Virgil’s Georgics exists in the shadow of war, and presents the alternative thereto, the rugged, difficult, intensely disciplined, yet bucolic life of the farmer. The life of the farmer is a welcome escape from that of war (and all the concerns of the city that lead to war). Happy they are, if only they consent to know their happiness:
How lucky, if they know their happiness,
Are farmers, more than lucky, they for whom,
Far from the clash of arms, the earth herself,
Most fair in dealing, freely lavishes
An easy livelihood. (Bk. II)
But it was not always such: there was not always war. Virgil tells of a time before the age of Jove:
And earlier still, before the Cretand king,
Dictaean Jove, held sway and an impious age
Of men began to feast on slaughtered oxen,
This life was led on earth by golden Saturn,
When none had ever heard the trumpet blown
Or heard the sword-blade clanking on the anvil. (Bk. II)

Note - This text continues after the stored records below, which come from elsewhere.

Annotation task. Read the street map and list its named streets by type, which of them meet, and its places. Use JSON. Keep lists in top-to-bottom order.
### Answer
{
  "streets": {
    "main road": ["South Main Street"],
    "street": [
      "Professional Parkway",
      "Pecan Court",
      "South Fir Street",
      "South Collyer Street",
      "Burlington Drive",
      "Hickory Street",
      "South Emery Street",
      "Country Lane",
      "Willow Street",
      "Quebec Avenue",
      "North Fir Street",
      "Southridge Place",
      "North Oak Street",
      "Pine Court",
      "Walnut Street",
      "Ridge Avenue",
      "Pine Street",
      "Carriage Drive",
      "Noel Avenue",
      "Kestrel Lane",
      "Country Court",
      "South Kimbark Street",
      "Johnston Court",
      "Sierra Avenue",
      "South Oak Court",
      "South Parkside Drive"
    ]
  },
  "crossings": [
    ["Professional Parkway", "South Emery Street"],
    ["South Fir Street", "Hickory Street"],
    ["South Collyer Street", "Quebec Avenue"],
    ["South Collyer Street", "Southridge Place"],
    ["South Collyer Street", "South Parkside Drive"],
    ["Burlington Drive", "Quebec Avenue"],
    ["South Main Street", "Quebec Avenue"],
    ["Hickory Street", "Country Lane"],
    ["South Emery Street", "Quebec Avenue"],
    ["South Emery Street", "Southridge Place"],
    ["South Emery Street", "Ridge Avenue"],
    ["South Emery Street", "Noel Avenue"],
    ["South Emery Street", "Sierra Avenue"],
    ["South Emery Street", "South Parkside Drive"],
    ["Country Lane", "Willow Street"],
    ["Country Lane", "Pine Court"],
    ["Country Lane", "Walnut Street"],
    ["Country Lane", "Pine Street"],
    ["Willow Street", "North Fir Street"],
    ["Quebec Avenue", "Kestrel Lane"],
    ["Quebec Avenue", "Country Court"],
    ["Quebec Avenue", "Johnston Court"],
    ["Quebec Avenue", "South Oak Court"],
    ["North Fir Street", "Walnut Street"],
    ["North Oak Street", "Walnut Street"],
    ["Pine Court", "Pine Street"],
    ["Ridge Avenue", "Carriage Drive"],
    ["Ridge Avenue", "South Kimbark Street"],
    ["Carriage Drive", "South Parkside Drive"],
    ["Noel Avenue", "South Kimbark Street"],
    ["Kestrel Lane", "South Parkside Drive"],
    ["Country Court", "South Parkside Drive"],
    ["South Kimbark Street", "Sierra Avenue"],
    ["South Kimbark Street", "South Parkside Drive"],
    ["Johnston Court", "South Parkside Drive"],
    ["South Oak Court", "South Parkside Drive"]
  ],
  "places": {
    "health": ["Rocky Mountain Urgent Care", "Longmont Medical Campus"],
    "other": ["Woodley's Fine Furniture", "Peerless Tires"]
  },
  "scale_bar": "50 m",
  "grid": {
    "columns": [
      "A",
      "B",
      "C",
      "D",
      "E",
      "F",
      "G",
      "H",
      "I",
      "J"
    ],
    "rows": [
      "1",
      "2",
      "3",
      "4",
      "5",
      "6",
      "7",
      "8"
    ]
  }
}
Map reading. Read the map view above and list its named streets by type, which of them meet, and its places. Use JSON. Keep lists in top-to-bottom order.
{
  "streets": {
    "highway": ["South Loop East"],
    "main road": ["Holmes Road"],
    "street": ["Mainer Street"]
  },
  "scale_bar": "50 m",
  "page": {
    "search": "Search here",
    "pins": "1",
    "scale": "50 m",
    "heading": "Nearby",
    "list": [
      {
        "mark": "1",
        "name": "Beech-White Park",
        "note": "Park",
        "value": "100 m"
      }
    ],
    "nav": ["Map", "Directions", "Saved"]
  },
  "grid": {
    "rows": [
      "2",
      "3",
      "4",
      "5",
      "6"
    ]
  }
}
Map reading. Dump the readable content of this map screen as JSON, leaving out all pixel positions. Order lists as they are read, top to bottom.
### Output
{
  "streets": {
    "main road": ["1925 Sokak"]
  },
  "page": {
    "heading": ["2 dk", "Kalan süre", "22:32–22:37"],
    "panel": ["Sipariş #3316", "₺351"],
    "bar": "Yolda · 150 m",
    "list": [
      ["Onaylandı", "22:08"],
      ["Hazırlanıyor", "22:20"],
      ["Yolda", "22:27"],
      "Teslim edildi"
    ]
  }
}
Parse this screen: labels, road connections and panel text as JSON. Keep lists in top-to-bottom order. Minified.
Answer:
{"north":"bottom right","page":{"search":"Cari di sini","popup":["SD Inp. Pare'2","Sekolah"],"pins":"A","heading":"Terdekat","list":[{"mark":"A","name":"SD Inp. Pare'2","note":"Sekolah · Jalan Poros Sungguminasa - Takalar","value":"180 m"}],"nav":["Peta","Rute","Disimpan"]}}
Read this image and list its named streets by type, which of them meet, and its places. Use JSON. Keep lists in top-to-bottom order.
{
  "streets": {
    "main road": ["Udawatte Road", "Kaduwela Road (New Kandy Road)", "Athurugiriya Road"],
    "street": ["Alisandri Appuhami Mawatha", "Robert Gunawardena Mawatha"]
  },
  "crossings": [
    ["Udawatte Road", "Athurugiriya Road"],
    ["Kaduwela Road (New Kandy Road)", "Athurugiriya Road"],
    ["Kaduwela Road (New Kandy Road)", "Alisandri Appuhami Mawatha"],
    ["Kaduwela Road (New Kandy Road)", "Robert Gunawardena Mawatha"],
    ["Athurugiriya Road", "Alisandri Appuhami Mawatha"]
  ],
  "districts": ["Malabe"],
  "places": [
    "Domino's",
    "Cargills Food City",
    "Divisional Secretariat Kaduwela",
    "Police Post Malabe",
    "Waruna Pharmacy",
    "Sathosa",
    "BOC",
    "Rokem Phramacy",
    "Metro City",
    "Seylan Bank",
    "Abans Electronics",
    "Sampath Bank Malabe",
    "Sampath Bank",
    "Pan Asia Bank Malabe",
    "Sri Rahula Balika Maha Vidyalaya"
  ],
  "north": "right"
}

Such an age is no longer. Now war and farming coexist, removed from one another, yet not wholly removed.
At the intersection of these two lives is love, the animal side of it:
Indeed all species in the world, of men,
Wild beasts and fish, cattled and coloured birds
Rush madly into the furnace: love is common
To all. (Bk. III)
The farmer must control it in his animals, avoid it where harmful and use it deliberately where beneficial. Yet equally it lies behind war. Behind the Trojan war, Helen, and the men who desired her; behind the Latin war, Lavinia, and the men who desired her. We may wonder, given this connection, about the possibility of the age prior to Jove.
This is Virgil’s advantage over Homer: he captures the true antagonism. With Homer we have the Iliad, the great story of collective struggle in war, and the Odyssey, the great story of the individual struggle to return home. Virgil recognizes that these are one and the same story, and so combines them in the Aeneid. (He recognizes, further, that in a war-torn land we are exiles, lacking a home to which to return.) They do not form a true contrast. For that is needed an alternative to war and its destruction – and thus we have the Georgics.
This post relies on the Wilkinson translation of the Georgics (Penguin Classics, 1982).